Against this background, Akçapar and the co-authors maintained that the key to democratization in the region is to ensure that it is not imposed. It can nevertheless be “encouraged” from outside. Democratization needs of every country in the region are different. Therefore, the goal of a democratization project should not be imposed from above, but should opt for opening up the channels that would allow people to tailor the projects that are congenial in their particular contexts.

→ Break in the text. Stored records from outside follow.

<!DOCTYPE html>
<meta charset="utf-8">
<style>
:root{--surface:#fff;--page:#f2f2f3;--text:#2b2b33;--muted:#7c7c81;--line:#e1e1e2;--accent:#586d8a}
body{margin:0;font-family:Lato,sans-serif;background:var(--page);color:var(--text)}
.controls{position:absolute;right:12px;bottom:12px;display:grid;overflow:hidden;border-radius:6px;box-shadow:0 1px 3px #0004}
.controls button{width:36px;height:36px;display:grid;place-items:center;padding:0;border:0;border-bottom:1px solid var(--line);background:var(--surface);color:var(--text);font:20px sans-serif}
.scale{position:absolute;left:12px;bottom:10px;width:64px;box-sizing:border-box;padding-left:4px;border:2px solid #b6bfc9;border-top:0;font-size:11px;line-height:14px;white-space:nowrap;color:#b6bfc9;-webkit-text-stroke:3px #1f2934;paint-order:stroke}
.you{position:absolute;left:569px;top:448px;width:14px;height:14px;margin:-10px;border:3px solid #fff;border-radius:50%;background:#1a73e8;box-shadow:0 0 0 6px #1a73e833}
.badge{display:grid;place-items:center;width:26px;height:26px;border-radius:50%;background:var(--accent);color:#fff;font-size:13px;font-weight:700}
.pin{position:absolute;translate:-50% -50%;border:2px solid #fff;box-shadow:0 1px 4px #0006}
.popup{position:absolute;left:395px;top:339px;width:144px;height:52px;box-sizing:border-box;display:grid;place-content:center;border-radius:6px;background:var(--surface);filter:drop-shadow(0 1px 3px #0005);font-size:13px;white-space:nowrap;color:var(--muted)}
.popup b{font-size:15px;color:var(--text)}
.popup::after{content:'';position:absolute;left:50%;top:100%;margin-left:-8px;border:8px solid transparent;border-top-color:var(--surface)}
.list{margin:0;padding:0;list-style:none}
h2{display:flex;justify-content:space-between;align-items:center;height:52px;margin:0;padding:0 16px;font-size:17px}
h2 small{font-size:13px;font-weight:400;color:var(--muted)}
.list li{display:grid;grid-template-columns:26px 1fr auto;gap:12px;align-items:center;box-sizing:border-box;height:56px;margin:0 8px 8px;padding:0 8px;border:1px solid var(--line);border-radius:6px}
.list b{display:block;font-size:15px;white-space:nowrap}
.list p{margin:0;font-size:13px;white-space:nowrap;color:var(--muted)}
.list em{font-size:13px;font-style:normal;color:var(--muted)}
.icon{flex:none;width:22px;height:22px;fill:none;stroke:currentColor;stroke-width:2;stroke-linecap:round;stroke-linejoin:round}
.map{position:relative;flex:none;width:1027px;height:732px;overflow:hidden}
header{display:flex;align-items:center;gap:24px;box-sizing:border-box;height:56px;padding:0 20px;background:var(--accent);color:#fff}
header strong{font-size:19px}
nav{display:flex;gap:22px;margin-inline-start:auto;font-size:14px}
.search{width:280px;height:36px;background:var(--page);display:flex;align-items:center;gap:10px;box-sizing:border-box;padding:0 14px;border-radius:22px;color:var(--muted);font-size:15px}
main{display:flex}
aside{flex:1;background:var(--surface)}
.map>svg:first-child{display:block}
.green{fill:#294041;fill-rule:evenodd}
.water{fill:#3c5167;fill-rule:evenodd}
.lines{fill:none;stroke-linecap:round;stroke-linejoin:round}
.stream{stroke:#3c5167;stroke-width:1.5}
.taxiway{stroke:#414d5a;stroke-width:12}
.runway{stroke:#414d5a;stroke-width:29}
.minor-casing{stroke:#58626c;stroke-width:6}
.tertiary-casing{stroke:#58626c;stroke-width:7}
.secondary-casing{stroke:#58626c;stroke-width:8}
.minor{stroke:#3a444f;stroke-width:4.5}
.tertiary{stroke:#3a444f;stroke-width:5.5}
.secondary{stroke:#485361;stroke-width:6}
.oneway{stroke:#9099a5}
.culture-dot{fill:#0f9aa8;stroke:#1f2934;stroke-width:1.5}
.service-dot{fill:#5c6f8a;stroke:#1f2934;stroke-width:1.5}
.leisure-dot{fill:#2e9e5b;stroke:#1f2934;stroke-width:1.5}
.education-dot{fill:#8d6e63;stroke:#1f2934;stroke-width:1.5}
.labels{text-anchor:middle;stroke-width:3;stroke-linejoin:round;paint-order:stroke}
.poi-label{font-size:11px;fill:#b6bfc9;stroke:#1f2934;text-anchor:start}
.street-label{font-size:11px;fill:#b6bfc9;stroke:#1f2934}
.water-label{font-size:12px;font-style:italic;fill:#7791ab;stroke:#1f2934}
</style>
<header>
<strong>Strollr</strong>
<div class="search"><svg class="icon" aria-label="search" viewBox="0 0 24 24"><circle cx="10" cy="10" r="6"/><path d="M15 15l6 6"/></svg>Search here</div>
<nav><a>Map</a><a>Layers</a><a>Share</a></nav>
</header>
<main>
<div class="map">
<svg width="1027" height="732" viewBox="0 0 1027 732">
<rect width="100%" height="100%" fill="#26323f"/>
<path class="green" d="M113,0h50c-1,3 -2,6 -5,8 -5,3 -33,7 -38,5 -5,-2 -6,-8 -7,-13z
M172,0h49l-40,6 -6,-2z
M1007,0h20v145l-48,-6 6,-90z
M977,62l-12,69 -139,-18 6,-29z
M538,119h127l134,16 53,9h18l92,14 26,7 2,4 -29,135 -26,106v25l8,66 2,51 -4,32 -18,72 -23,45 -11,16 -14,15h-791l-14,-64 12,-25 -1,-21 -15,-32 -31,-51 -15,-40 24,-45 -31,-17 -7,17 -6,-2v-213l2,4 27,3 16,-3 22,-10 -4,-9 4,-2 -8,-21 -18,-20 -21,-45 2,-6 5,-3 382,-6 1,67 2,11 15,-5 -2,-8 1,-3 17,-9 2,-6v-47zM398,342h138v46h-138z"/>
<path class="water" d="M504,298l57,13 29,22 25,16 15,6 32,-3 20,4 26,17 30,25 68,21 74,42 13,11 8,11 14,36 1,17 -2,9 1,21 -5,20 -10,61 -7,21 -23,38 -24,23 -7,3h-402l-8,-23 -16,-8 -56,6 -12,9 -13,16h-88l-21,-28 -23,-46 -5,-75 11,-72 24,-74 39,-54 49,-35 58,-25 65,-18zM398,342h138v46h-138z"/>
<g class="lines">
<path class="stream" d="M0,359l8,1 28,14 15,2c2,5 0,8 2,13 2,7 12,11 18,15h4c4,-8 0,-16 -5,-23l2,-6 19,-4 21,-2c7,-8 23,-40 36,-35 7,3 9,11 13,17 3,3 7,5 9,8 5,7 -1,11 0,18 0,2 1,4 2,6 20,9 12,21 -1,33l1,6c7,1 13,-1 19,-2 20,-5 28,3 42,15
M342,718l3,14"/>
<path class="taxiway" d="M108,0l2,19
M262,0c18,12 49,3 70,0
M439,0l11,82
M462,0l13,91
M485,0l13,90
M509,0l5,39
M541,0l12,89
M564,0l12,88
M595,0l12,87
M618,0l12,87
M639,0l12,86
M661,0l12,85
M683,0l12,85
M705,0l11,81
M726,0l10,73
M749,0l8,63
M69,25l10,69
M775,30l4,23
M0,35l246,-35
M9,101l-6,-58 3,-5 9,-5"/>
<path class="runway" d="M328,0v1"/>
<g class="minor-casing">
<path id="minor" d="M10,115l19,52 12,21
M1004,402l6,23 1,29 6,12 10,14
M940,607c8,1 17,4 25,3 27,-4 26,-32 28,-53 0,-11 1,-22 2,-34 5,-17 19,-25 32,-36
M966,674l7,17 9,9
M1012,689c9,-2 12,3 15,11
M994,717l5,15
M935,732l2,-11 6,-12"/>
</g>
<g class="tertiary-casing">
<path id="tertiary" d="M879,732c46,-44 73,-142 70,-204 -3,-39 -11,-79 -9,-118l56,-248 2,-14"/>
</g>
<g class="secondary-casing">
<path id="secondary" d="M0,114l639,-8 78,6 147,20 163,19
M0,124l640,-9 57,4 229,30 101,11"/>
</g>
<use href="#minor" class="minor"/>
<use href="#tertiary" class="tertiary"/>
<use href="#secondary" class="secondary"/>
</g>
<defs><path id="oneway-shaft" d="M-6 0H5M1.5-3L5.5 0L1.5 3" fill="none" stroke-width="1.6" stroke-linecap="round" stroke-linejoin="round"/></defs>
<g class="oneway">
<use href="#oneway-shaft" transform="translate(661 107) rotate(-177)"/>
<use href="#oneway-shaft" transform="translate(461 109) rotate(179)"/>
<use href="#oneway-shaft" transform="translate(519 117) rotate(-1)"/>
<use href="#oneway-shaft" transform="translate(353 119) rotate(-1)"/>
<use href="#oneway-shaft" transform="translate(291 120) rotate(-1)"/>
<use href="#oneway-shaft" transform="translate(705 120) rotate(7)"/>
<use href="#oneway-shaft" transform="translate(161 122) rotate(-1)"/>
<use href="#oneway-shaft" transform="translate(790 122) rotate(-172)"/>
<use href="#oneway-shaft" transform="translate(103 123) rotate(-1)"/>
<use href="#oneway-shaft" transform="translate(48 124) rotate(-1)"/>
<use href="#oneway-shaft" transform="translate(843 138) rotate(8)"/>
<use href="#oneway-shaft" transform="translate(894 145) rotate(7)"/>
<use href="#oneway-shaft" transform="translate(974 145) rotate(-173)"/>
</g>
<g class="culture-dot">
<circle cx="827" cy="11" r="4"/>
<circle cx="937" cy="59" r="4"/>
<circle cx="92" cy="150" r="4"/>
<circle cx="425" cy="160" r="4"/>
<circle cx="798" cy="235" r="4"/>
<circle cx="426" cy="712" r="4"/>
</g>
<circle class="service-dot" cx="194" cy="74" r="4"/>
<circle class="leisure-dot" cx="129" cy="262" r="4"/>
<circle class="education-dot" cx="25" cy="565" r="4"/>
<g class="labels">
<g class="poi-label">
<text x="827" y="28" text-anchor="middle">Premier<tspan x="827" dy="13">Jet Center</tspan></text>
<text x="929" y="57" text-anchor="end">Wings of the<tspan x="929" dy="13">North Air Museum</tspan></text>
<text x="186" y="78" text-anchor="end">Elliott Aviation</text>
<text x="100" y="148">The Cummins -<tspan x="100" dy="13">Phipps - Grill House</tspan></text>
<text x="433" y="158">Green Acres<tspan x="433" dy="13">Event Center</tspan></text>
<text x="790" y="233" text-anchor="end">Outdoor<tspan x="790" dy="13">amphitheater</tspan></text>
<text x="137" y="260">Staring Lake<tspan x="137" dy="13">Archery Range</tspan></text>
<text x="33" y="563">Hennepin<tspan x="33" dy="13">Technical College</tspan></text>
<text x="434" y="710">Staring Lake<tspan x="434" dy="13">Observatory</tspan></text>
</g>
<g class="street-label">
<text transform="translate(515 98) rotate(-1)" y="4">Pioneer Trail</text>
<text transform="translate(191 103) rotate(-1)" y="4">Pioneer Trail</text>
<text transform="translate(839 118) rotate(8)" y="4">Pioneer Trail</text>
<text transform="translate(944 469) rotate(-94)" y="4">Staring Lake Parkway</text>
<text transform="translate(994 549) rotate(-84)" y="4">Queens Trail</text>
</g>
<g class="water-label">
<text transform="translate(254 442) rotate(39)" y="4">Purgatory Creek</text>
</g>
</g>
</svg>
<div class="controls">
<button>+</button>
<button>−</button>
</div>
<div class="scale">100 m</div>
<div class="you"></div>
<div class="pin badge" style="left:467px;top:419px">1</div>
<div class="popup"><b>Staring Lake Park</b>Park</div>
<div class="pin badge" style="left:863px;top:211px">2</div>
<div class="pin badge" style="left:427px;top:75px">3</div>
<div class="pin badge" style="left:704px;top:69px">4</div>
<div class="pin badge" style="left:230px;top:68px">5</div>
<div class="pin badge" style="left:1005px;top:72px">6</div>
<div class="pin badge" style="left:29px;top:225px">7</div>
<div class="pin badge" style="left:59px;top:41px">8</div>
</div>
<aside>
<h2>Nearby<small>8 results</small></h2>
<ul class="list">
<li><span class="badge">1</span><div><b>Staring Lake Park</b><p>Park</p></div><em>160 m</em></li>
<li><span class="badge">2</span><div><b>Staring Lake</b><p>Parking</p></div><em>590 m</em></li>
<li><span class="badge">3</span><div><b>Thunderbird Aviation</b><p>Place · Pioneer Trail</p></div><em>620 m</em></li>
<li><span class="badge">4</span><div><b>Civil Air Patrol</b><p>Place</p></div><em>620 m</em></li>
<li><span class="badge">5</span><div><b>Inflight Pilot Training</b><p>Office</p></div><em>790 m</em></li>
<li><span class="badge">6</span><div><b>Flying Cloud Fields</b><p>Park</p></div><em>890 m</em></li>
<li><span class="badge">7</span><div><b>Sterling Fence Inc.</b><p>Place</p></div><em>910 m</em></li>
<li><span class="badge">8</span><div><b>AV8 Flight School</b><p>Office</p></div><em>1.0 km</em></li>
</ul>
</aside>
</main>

IR Theory and Global Systemic Change

In 2009, Portland State University published Dr. Akçapar's paper on IR theory entitled "The Mutual Existence of Nascent and Senescent of World Order", which has set out a theoretical model to identify and chart change in international system. The model suggested 10 hypotheses which Dr. Akçapar believed would delineate and determine change in how the international society organized and interacted. Accordingly:
- Any international order reflects the global political and economic architecture which in turn is a codification permitted by a given period's circumstances.
- As such, a world order is not a novel creation but an arrangement that is naturally selected from among the already extant options.
- The next order will be carrying the genes of its predecessor complete with several flaws that pass from generation to generation.
World orders tend to be defined through the continuing interests of their dominant powers, with later world orders tending to rectify the structural flaws of former systems. A world order encompasses simultaneous economic, political, and military spheres functioning on a global and regional level. World orders, in the past, have not tended to be fully universal, although there have been clear trends in the history of world orders to include more regions under its regulatory control. Furthermore, the influence of world orders differs according to the distance from the centers of the world order of individual states.